Throughout the 1990s, Kawakubo’s work continued to examine existing ideas of fashion. She contested definitions of beauty and taste, experimented with atypical fabrics and deconstructed ideas about gender and women’s social roles. The Comme des Garçons aesthetic questioned the idea of dressing for display, and used punk elements to refashion femininity into something far more transgressive.

Implicit in the work was a refusal to see the physical body as a limitation.

Featuring some of Kawakubo’s most radical statements to date, Collecting Comme will include three works from the Body Meets Dress-Dress Meets Body collection; spring–summer 1997. Widely referred to as the ‘lumps and bumps’ collection, the runway show featured models dressed in outfits stuffed at the hips, abdomen and shoulders with bulging pillows of polyurethane. Implicit in the work was a refusal to see the physical body as a limitation. 

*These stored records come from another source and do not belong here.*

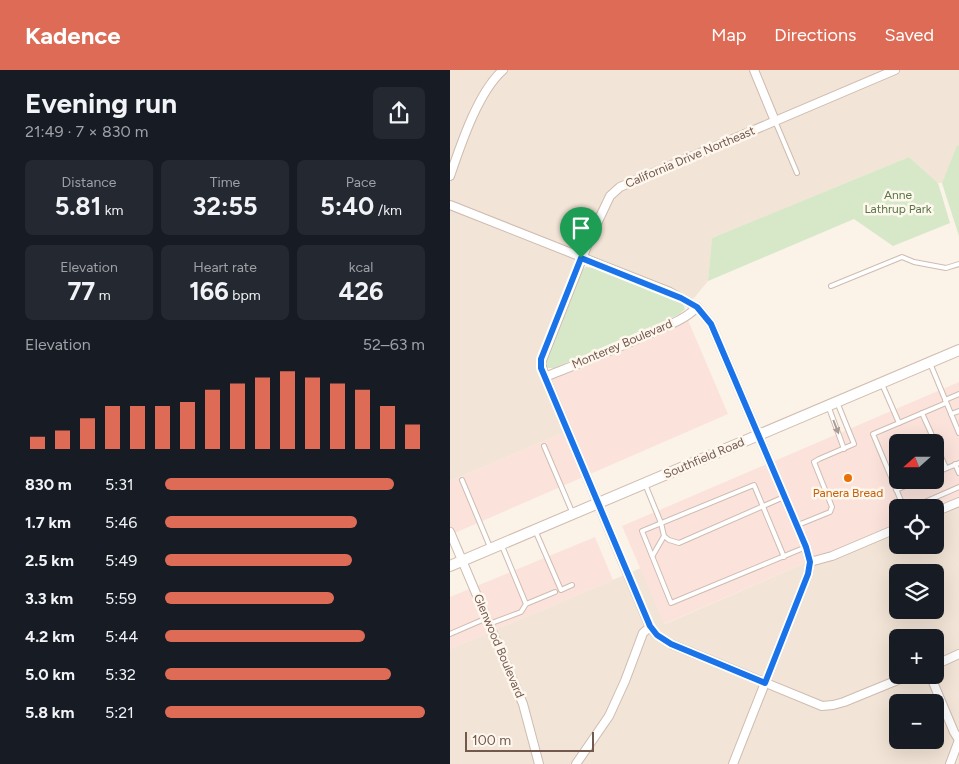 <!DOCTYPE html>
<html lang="en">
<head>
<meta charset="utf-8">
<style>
  :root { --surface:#171b24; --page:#242831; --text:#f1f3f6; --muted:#9ea1a6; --accent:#dd6b55 }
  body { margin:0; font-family:Figtree,sans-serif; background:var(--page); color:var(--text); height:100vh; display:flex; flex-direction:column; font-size:19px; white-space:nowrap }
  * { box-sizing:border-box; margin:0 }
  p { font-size:16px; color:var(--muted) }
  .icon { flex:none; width:28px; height:28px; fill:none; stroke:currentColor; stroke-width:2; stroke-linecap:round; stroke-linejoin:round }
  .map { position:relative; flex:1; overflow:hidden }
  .panel { display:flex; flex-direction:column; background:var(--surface); width:450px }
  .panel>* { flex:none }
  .needle { width:32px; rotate:249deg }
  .fabs { position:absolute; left:439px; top:364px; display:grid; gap:10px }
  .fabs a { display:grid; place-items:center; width:55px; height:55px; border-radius:8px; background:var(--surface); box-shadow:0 5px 20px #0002; font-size:25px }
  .scale { position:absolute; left:15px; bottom:12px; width:129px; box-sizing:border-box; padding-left:5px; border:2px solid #73584d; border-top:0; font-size:14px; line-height:18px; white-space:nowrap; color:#73584d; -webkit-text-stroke:4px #fef7ee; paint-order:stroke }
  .pin { position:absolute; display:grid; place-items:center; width:42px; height:42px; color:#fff; margin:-51px -21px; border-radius:50% 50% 50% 0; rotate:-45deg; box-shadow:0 0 5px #0007 }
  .pin .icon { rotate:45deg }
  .round { display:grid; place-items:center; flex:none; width:52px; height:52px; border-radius:8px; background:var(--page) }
  .headline { display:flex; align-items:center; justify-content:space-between; height:85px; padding:0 25px }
  h1 { font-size:28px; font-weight:700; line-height:38px }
  .stats { display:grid; grid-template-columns:repeat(3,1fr); gap:8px; height:85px; padding:5px 25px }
  .stats div { display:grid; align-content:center; border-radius:8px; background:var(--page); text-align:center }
  .stats b { font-size:25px; font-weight:700 }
  .stats small { font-size:14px; font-weight:400 }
  .stats p { font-size:14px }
  .chart { height:140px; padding:10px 25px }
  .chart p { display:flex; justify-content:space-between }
  .chart svg { width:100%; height:90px; margin-top:5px; stroke:var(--accent); stroke-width:6 }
  ul { padding:0 25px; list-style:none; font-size:16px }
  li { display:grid; grid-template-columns:80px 60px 1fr; align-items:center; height:38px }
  li i { height:12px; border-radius:6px; background:var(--accent) }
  header { display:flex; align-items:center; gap:30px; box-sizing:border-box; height:70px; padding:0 25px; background:var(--accent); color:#fff }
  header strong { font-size:24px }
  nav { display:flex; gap:28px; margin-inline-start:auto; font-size:18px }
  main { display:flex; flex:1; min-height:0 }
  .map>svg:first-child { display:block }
  .residential { fill:#f2e4d6; fill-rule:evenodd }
  .commercial { fill:#fbe3dc; fill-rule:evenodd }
  .green { fill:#d6e8c7 }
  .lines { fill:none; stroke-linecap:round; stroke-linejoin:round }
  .lane-casing { stroke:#cebcb1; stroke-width:6 }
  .street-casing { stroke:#cebcb1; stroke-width:10 }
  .secondary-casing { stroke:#d1bcaf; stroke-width:12 }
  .lane { stroke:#fff; stroke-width:4 }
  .street { stroke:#fff; stroke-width:8 }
  .secondary { stroke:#fff; stroke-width:10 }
  .oneway { fill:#ab9b94 }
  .route-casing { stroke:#fff; stroke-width:10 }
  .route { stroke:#1a73e8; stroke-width:6 }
  .food-dot { fill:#e8710a; stroke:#fef7ee; stroke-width:2 }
  .labels { text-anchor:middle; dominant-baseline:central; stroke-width:5; stroke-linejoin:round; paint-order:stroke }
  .street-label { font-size:12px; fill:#73584d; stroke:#fef7ee }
  .park-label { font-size:12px; fill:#587846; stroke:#fef7ee }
  .food-label { font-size:12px; fill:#c56008; stroke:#fef7ee }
</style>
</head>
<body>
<header>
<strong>Kadence</strong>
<nav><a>Map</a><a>Directions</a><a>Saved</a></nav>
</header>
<main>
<section class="panel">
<div class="headline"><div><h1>Evening run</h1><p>21:49 · 7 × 830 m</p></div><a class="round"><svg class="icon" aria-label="share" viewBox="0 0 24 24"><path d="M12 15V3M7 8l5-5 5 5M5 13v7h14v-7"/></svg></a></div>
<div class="stats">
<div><p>Distance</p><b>5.81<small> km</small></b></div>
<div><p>Time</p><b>32:55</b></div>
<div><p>Pace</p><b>5:40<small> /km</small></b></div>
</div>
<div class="stats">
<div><p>Elevation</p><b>77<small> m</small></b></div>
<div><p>Heart rate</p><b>166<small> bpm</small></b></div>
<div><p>kcal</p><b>426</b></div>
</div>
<div class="chart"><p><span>Elevation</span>52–63 m</p>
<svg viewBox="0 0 160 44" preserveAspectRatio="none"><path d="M5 44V38M15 44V35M25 44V29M35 44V23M45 44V23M55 44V23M65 44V21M75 44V15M85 44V12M95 44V9M105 44V6M115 44V9M125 44V12M135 44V15M145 44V23M155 44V32"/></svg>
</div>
<ul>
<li><b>830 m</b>5:31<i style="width:88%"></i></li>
<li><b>1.7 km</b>5:46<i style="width:74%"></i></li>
<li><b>2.5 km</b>5:49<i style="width:72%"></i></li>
<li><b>3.3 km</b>5:59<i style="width:65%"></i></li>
<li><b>4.2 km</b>5:44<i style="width:77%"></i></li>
<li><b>5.0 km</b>5:32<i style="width:87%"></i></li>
<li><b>5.8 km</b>5:21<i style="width:100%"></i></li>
</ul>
</section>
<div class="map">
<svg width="509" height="694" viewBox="0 0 509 694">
  <rect width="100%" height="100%" fill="#fbf2e8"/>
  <g class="residential">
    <path d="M0,0h509v76l-2,-1 -15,38h-4l-29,-26 -197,81 -4,43 -15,18 -56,-25 -57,-23 -43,110 2,9 26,62 -115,49z"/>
    <path d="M509,427v267h-509v-115l191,-81 24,56 232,-101 1,22h37l-1,-38zM448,502h37v38h-37zM448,568h37v37h-37zM448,632h37v38h-37z"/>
  </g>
  <g class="commercial">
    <path d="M238,250l40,94 -278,121v-54l115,-49 -22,-52z"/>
    <path d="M509,312v115l-25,10 -36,1 -1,15 -233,101 -42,-98zM448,372h37v38h-37z"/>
    <path d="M145,467l18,43 -163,69v-52z"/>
  </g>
  <g class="green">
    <path d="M507,75l2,1v90l-17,-53z"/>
    <path d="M459,87l29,26 12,40 -57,23 -39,-27 -146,62 4,-43z"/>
    <path d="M136,197l9,1 48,18 40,18 2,5 -7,6 -124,53h-8v-8l35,-89z"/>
  </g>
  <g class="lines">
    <g class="lane-casing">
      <g id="lane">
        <path d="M325,51l22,52"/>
        <path d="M381,216l71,-29 12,5 32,6 13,-4"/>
        <path d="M480,293l29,70"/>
        <path d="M432,314l17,39"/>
        <path d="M495,330l14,-6"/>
        <path d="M379,338l15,41"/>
        <path d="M472,343l13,29"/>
        <path d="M501,344l8,-3"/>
        <path d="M485,373l11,25"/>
        <path d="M94,376l29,68"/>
        <path d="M505,394l4,9"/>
        <path d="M485,403l24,-10"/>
        <path d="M12,410l28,67"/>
        <path d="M195,414l16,39 3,13 -11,19"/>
        <path d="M446,420l23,-10"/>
        <path d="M454,438l-31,-74 73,-31"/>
        <path d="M461,438l48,-21"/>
        <path d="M348,455l32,-13 2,-5 -18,-45 5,-3 35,-15 -17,-42"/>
        <path d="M85,460l26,60 11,-5"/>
        <path d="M214,466l5,4 10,3 105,-46"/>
        <path d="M52,476l24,58"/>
        <path d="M334,487l-30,-72 -112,46 29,72 135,-56"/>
        <path d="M39,554l32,-12 5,-8 29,-12"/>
        <path d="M0,564l37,-16"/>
      </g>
    </g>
    <g class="street-casing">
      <g id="street">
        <path d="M304,0l21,51"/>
        <path d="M445,0l-275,117 -10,9 -19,40 -50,127 4,14 105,250 7,8 14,9 151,62 11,-1 11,-3 66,-27"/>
        <path d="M0,106c11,-32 28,-84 53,-106"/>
        <path d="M0,135l220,87 27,15 14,17 95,223 4,15 -2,12 -75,190"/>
        <path d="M95,307c35,-14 71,-28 106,-44 15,-7 34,-13 46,-26"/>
        <path d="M485,442l24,-10"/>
        <path d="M0,462l73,172 16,60"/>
        <path d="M360,492l22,-6 66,-28"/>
        <path d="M485,595l24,-11"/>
        <path d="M480,605l24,57 5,8"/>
        <path d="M126,694l33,-48 16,-35 18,-48 7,-6"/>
        <path d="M500,694l9,-24"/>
      </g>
    </g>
    <g class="secondary-casing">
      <path id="secondary" d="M0,496l509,-216"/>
    </g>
    <use href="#lane" class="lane"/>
    <use href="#street" class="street"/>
    <use href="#secondary" class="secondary"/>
  </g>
  <defs><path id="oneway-solid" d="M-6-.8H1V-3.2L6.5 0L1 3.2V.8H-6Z" transform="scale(1.25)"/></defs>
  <use class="oneway" href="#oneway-solid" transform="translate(386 357) rotate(69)"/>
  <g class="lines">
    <g class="route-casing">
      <path id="route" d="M131,188l100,40 16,9 14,17 95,223 4,15 -2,12 -43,109 -94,-39 -14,-9 -7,-9 -109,-258v-9z"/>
    </g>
    <use href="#route" class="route"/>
  </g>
  <circle class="food-dot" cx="398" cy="408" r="5"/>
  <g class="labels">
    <g class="street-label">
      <text transform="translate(240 87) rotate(-23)">California Drive Northeast</text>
      <text transform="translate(172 274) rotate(-23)">Monterey Boulevard</text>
      <text transform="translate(254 388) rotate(-23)">Southfield Road</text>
      <text transform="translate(49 576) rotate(67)">Glenwood Boulevard</text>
    </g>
    <g class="park-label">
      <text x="448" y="125">Anne<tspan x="448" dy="14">Lathrup Park</tspan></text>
    </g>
    <g class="food-label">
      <text x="398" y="423">Panera Bread</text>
    </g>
  </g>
</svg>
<div class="fabs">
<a><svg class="needle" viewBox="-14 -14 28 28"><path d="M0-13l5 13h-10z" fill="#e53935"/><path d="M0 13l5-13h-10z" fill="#9ea1a6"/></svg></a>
<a><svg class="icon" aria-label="locate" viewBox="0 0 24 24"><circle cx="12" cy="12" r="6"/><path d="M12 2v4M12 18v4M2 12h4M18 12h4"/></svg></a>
<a><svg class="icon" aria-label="layers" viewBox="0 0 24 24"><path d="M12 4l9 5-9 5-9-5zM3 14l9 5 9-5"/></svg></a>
<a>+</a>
<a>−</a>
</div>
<div class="scale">100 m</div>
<div class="pin" style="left:131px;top:188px;background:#1e9e55"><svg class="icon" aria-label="arrive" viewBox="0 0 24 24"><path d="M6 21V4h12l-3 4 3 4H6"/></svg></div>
</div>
</main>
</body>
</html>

‘To this day, Rei Kawakubo and the Comme des Garçons label remain widely regarded as a groundbreaking force in contemporary fashion,’ said Tony Ellwood AM, Director, National Gallery of Victoria. 

‘As the largest public repository of Comme des Garçons in Australia, the NGV is hugely grateful to Takamasa Takahashi for entrusting the Gallery with these works for the enjoyment of future generations.’

Takamasa Takahashi first discovered the unconventional work of Comme des Garçons in the mid 1970s. By the early 1980s, he was dedicated to wearing Kawakubo’s unisex and unstructured styles on the streets of Tokyo. Turning his attention to collecting in 1986, Takahashi began donating works to the NGV in 2005.

‘I would like for people to look at Kawakubo’s work with an open mind: to question what they are looking at and consider the story behind the creation of the garment,’ said Mr Takahashi.